··· Data to process ···
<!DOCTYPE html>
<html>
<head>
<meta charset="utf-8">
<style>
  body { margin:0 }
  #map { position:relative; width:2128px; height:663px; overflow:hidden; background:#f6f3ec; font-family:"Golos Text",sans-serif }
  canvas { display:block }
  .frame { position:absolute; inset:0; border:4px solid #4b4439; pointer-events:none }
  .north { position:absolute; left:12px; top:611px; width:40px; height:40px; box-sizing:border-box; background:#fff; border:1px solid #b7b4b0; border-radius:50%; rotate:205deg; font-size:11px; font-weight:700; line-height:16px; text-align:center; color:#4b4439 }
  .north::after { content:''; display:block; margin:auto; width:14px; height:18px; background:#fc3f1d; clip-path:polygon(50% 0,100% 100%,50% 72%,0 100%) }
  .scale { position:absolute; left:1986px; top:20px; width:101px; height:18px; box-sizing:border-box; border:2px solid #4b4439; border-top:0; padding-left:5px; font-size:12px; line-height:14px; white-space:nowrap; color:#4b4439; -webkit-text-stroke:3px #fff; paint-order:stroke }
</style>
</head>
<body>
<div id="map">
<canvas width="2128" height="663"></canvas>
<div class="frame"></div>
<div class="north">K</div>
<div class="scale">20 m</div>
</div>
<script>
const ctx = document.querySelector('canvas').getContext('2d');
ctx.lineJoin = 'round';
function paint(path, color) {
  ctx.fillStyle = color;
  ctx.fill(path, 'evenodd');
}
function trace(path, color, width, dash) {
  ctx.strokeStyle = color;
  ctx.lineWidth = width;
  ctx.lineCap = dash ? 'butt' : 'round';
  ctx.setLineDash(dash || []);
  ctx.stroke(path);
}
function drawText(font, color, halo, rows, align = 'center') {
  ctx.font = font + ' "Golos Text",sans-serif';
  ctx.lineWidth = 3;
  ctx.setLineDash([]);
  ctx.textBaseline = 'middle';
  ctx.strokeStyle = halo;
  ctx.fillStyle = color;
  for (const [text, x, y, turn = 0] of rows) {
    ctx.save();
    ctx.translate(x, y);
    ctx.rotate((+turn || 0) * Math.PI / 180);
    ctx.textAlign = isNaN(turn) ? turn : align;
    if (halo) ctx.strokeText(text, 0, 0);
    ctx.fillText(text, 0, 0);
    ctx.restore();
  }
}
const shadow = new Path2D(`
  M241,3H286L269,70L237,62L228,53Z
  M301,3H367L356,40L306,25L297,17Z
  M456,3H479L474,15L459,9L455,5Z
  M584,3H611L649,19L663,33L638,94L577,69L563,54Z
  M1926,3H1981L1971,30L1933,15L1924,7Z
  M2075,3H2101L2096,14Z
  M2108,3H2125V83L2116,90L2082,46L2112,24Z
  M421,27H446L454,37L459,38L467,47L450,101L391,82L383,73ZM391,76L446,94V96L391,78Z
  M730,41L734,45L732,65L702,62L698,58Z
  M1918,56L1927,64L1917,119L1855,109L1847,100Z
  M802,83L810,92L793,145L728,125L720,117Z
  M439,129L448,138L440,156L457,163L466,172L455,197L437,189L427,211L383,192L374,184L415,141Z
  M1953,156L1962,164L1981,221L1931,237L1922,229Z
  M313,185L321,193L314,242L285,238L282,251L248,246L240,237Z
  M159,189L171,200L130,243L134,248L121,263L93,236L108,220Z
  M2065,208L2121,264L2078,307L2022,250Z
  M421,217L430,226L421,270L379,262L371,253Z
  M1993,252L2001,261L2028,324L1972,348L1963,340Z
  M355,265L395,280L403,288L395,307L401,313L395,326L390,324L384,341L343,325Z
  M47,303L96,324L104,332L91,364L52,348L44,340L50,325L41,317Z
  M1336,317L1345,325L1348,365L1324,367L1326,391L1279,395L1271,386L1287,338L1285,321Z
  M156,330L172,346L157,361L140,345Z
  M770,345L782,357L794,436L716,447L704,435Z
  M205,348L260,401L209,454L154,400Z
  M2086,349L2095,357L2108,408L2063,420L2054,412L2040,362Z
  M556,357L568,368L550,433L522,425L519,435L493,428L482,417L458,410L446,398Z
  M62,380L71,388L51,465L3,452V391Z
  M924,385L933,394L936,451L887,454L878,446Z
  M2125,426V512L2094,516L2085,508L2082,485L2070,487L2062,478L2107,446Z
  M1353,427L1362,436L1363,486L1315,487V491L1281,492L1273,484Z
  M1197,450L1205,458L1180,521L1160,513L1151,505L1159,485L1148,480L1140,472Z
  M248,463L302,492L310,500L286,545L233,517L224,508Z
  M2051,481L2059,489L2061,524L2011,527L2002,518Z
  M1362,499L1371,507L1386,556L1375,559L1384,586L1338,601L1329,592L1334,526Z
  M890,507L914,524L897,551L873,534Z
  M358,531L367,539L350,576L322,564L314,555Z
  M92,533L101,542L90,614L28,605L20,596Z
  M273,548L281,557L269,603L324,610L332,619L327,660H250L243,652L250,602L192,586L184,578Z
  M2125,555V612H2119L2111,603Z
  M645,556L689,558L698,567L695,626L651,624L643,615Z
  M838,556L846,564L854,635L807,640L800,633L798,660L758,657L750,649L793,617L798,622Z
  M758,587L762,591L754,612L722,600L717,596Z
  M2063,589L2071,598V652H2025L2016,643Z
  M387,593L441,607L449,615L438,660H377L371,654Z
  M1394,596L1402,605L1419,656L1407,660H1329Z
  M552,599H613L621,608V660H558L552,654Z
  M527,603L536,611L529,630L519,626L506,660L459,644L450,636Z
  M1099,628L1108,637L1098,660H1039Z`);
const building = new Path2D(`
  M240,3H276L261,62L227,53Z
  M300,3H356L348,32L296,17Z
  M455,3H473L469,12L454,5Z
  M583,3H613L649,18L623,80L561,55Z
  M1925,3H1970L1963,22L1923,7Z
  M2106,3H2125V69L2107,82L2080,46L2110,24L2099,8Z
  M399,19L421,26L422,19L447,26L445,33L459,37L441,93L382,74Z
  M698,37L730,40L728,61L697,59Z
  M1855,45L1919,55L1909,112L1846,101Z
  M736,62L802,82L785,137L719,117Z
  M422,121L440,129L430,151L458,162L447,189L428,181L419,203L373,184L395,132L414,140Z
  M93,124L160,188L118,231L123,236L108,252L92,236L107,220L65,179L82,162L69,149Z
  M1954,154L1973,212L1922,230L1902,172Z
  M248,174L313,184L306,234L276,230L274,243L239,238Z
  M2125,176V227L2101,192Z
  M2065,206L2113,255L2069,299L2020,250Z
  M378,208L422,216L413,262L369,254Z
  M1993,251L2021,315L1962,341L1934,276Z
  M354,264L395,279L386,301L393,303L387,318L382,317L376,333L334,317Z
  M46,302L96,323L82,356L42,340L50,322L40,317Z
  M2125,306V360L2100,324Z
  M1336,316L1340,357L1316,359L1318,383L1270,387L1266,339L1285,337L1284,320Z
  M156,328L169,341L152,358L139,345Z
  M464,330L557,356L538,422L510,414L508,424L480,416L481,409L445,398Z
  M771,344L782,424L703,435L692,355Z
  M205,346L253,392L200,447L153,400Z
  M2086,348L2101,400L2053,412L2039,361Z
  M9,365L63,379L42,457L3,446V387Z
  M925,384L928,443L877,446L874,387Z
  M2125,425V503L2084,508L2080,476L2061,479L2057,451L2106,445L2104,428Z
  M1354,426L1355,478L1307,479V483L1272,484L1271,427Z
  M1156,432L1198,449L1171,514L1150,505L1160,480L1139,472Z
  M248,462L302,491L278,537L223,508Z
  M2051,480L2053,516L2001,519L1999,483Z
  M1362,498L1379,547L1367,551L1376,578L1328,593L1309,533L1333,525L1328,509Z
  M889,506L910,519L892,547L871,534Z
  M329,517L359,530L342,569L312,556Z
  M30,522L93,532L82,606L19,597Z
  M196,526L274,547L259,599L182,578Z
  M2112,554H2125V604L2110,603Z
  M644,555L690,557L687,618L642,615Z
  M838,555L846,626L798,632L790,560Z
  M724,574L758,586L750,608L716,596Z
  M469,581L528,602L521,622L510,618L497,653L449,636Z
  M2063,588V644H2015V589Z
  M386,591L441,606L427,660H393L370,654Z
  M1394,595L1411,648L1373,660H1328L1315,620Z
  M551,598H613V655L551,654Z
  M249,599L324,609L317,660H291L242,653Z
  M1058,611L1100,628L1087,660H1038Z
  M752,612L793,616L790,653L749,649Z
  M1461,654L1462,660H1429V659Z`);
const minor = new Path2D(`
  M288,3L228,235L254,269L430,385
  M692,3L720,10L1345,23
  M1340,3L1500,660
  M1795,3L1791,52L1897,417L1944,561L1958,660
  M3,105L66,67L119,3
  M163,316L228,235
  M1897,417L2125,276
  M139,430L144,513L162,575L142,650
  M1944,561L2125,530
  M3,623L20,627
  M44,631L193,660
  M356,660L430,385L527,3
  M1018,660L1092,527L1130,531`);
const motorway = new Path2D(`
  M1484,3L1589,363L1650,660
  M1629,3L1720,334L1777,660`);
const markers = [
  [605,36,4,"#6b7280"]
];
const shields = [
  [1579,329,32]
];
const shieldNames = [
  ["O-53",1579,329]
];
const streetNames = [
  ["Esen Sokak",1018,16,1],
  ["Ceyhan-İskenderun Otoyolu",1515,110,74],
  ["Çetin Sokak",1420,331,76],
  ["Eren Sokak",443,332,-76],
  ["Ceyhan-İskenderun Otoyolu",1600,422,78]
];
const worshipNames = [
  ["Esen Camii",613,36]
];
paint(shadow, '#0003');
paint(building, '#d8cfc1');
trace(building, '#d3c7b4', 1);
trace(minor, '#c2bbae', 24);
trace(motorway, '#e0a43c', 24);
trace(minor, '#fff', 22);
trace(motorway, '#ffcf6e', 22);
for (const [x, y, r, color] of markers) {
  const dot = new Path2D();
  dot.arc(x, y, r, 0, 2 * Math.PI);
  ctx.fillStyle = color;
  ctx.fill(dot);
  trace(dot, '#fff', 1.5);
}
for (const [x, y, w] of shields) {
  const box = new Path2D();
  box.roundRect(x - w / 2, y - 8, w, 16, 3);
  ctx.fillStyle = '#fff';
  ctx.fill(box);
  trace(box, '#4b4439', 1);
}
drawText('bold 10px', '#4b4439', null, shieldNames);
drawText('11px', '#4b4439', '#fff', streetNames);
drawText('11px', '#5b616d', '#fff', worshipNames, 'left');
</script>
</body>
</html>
···
Task statement -
In the records, find every line that has the string "setLineDash" and copy it.

Written answer -
  ctx.setLineDash(dash || []);
  ctx.setLineDash([]);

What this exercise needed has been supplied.